GOAL OF THE EXERCISE
Copy every line of the records that includes the word "absolute".

STUDY MATERIAL

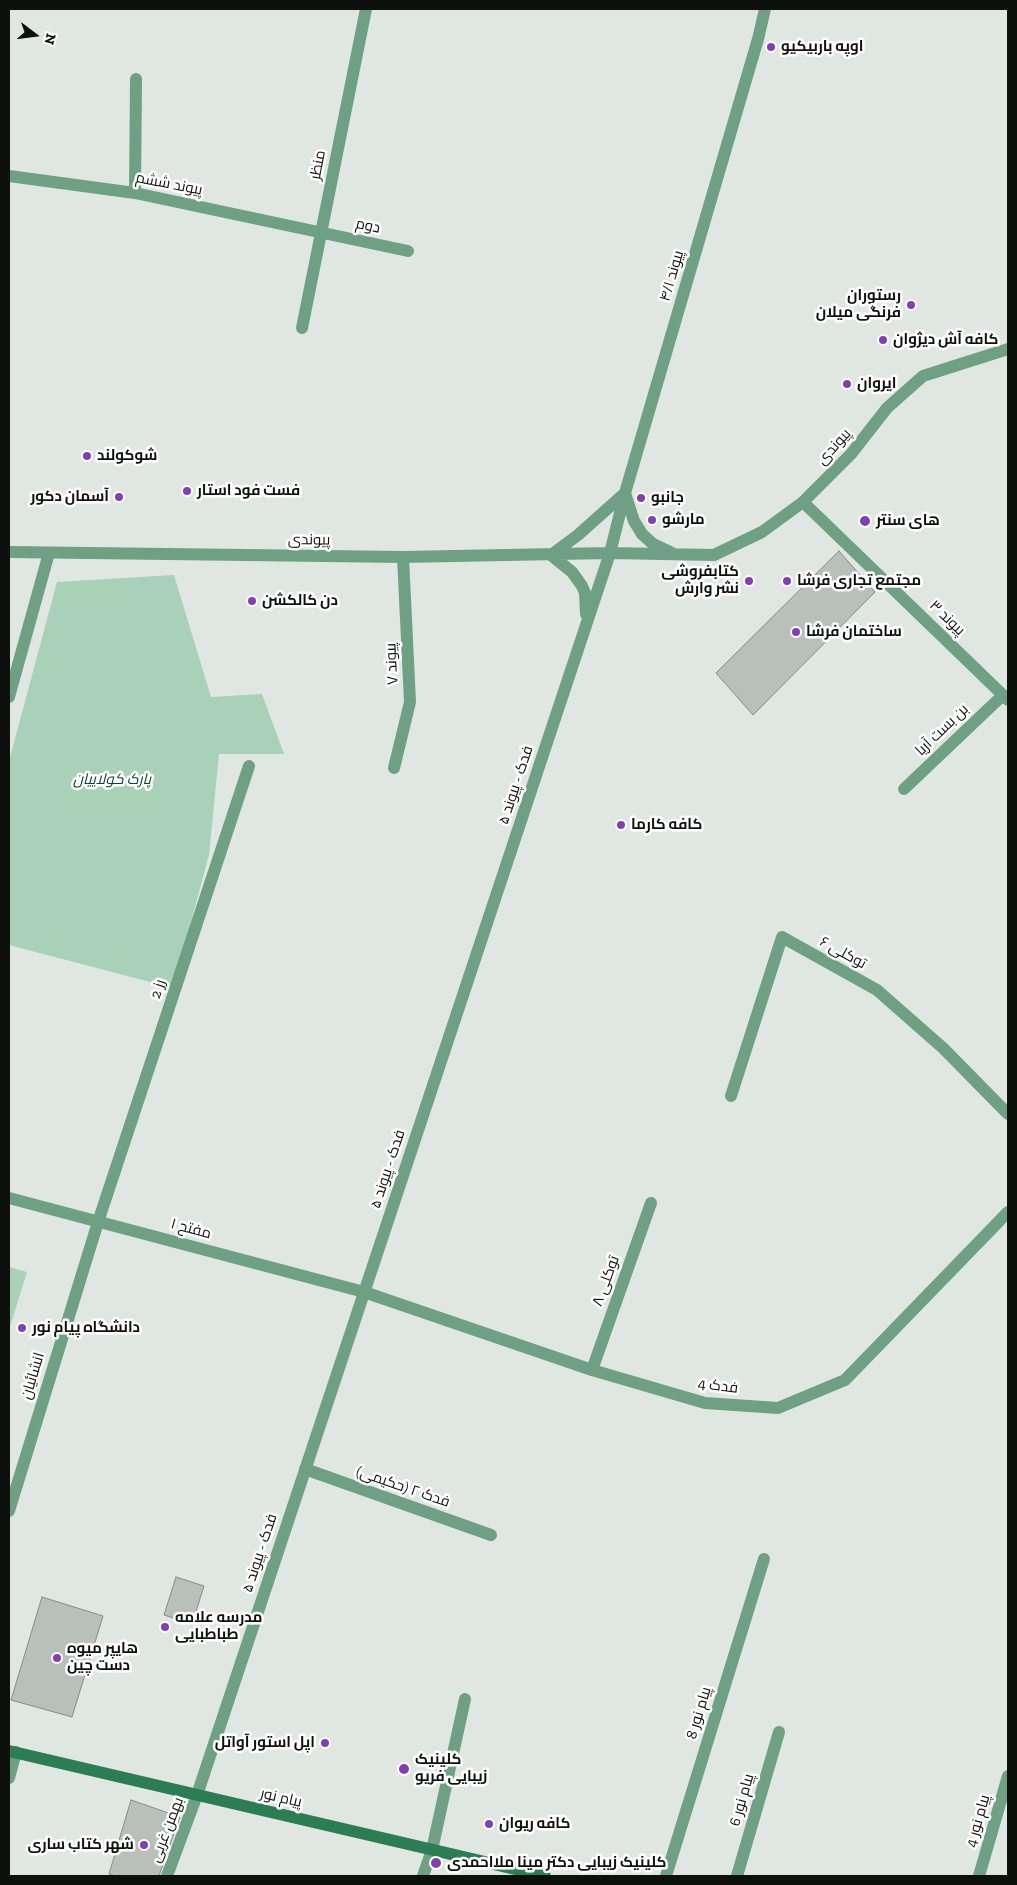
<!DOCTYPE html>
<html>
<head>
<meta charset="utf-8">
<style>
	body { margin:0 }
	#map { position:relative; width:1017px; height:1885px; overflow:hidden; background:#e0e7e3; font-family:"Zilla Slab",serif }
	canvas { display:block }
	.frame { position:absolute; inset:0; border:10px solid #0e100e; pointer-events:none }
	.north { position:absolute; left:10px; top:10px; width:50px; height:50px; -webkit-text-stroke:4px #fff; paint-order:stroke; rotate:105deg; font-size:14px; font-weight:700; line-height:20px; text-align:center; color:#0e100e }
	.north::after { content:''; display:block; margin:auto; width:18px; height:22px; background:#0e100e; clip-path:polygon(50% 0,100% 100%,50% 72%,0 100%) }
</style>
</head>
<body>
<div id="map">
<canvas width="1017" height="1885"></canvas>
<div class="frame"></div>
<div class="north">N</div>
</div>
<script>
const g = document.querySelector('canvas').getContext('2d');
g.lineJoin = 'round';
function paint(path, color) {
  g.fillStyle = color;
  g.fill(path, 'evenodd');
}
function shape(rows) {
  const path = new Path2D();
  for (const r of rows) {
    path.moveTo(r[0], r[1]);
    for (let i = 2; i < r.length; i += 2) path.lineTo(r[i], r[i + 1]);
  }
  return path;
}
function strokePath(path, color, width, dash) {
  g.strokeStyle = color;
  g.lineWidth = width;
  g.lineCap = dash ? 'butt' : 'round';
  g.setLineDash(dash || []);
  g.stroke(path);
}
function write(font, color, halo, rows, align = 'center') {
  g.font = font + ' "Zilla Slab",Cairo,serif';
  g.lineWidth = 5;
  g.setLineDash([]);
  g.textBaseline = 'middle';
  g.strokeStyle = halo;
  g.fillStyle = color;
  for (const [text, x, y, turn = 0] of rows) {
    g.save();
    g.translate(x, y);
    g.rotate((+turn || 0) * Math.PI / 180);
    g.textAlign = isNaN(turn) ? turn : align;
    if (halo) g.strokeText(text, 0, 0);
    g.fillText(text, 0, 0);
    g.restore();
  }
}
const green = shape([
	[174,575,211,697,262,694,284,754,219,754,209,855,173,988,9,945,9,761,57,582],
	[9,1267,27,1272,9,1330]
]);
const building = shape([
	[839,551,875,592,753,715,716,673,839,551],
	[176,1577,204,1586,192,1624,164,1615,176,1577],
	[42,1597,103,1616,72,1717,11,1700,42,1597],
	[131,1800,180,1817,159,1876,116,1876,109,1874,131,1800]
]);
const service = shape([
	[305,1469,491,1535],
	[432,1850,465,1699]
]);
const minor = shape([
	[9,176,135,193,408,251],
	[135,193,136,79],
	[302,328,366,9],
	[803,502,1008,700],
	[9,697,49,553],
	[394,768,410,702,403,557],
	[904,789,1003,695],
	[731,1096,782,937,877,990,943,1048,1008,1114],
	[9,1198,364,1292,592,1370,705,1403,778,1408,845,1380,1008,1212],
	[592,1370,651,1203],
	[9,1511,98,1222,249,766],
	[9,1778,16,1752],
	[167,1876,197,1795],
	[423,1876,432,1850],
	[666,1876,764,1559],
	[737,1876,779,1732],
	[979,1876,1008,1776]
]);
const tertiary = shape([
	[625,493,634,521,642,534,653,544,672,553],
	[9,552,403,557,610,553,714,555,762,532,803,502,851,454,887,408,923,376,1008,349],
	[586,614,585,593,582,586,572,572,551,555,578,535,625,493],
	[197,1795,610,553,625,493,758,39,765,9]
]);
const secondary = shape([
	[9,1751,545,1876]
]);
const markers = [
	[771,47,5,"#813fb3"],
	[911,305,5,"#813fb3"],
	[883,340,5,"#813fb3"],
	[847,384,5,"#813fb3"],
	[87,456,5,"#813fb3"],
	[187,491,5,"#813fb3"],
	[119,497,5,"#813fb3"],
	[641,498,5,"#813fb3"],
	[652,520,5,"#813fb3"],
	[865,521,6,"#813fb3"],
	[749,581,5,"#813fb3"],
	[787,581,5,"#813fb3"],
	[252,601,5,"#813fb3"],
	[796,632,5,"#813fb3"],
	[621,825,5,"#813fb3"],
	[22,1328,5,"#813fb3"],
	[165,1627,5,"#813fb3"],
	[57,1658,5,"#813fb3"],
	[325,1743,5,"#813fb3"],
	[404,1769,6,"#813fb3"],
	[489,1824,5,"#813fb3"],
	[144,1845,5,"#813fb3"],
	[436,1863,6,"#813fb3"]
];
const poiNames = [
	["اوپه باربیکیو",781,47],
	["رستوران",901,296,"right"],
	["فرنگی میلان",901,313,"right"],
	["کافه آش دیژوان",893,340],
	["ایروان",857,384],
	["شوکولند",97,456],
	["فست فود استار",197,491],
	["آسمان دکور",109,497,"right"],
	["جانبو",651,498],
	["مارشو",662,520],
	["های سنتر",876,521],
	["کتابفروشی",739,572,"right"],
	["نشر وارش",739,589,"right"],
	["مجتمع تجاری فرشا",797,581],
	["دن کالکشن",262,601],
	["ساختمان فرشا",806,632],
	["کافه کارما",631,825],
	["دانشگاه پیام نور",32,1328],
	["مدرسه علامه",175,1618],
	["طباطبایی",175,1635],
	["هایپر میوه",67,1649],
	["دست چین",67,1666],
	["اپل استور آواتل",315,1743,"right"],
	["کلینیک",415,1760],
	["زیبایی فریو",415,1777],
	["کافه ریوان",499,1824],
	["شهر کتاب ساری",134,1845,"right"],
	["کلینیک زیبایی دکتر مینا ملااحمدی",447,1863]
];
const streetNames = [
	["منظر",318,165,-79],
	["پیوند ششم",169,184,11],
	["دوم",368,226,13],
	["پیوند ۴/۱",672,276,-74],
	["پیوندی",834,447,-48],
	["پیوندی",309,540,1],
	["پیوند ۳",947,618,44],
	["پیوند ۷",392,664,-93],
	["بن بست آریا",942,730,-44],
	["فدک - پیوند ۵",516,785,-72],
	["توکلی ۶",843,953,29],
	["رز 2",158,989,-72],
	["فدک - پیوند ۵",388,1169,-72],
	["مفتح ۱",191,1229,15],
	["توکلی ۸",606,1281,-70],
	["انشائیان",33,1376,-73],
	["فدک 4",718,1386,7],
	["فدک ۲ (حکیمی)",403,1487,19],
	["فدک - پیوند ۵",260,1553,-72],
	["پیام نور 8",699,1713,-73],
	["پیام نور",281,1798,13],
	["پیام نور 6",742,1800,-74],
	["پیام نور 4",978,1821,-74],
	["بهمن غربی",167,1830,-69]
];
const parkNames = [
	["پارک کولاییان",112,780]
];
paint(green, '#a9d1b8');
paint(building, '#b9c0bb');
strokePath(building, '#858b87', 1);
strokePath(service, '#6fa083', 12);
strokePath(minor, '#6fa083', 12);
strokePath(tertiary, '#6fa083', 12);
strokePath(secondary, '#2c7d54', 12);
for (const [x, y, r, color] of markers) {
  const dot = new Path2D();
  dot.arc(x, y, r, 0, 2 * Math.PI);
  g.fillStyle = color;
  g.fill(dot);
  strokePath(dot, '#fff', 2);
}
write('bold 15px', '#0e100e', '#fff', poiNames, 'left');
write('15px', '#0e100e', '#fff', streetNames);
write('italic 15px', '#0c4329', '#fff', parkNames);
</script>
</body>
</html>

SOLVED EXERCISE
	.frame { position:absolute; inset:0; border:10px solid #0e100e; pointer-events:none }
	.north { position:absolute; left:10px; top:10px; width:50px; height:50px; -webkit-text-stroke:4px #fff; paint-order:stroke; rotate:105deg; font-size:14px; font-weight:700; line-height:20px; text-align:center; color:#0e100e }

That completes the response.